Content starts

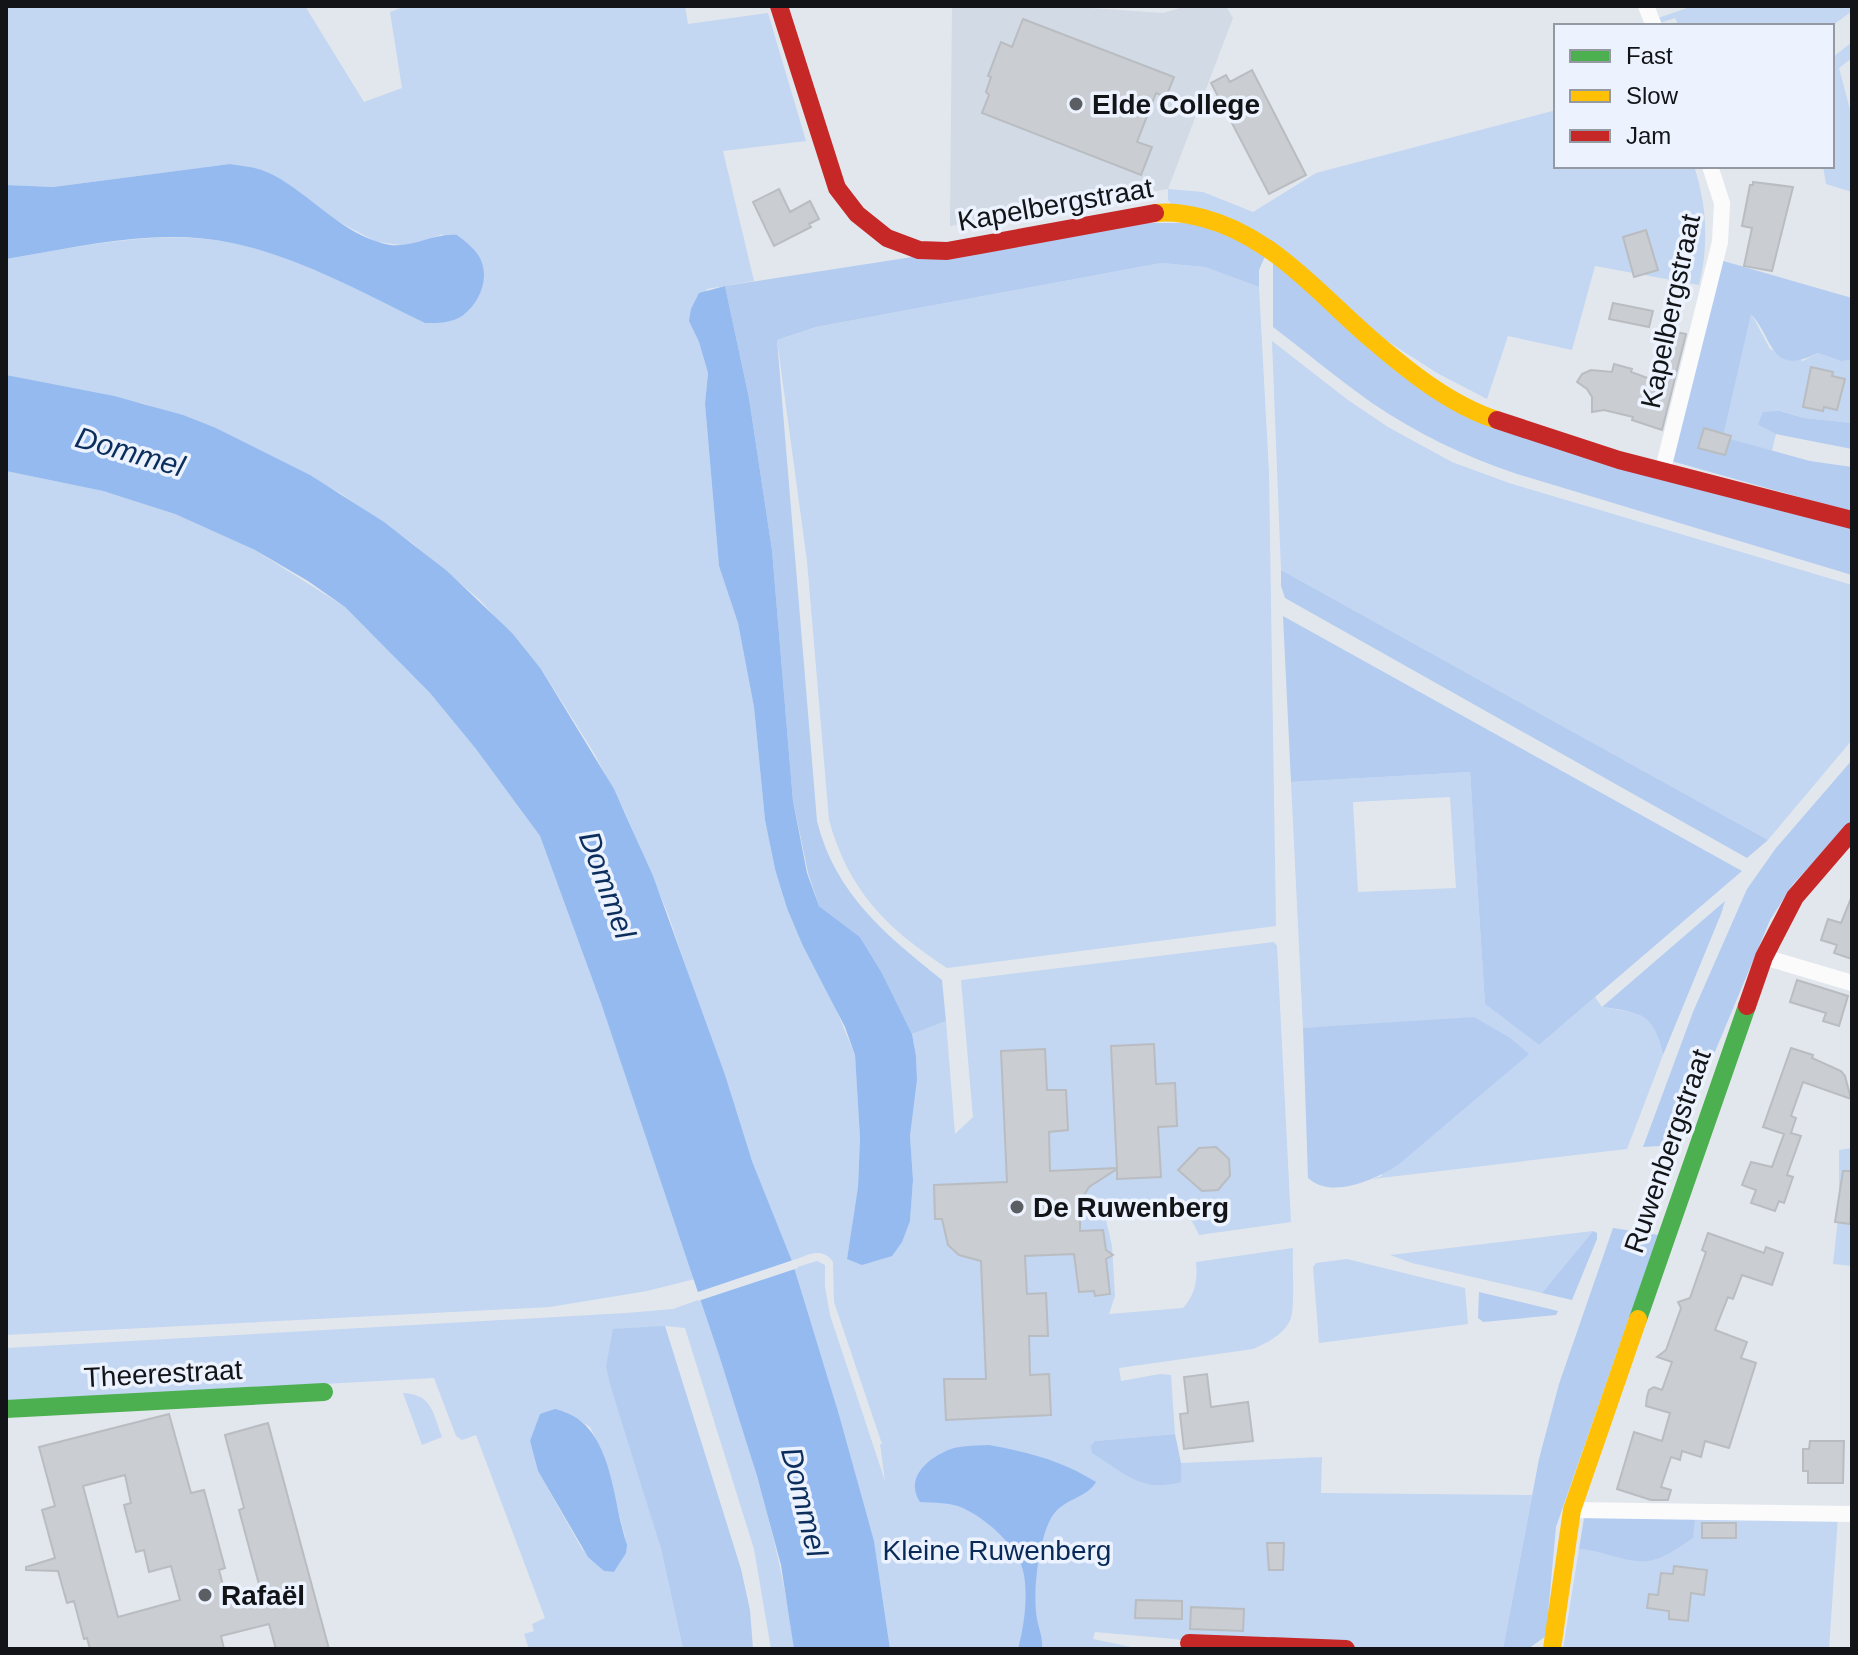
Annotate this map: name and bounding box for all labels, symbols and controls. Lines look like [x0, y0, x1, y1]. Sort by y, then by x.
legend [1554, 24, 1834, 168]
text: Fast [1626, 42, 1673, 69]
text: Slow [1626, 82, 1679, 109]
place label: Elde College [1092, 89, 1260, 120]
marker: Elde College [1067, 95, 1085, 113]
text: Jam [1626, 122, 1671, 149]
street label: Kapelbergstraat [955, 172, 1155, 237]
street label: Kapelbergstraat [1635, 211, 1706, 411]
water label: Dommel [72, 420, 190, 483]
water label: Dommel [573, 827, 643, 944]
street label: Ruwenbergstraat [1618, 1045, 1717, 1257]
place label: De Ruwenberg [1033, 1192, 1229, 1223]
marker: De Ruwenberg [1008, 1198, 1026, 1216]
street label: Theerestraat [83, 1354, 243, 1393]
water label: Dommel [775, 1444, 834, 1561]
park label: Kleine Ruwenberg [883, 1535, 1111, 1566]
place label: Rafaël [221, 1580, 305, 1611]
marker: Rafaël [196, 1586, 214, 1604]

Content ends

■ PROBLEM STATEMENT
What is needed is an exact copy of the data, without any pictures.

■ WRITTEN RESPONSE
Annotate this map: name and bounding box for all labels, symbols and controls. Lines look like [x0, y0, x1, y1]. Sort by y, then by x.
legend [1554, 24, 1834, 168]
text: Fast [1626, 42, 1673, 69]
text: Slow [1626, 82, 1679, 109]
place label: Elde College [1092, 89, 1260, 120]
marker: Elde College [1067, 95, 1085, 113]
text: Jam [1626, 122, 1671, 149]
street label: Kapelbergstraat [955, 172, 1155, 237]
street label: Kapelbergstraat [1635, 211, 1706, 411]
water label: Dommel [72, 420, 190, 483]
water label: Dommel [573, 827, 643, 944]
street label: Ruwenbergstraat [1618, 1045, 1717, 1257]
place label: De Ruwenberg [1033, 1192, 1229, 1223]
marker: De Ruwenberg [1008, 1198, 1026, 1216]
street label: Theerestraat [83, 1354, 243, 1393]
water label: Dommel [775, 1444, 834, 1561]
park label: Kleine Ruwenberg [883, 1535, 1111, 1566]
place label: Rafaël [221, 1580, 305, 1611]
marker: Rafaël [196, 1586, 214, 1604]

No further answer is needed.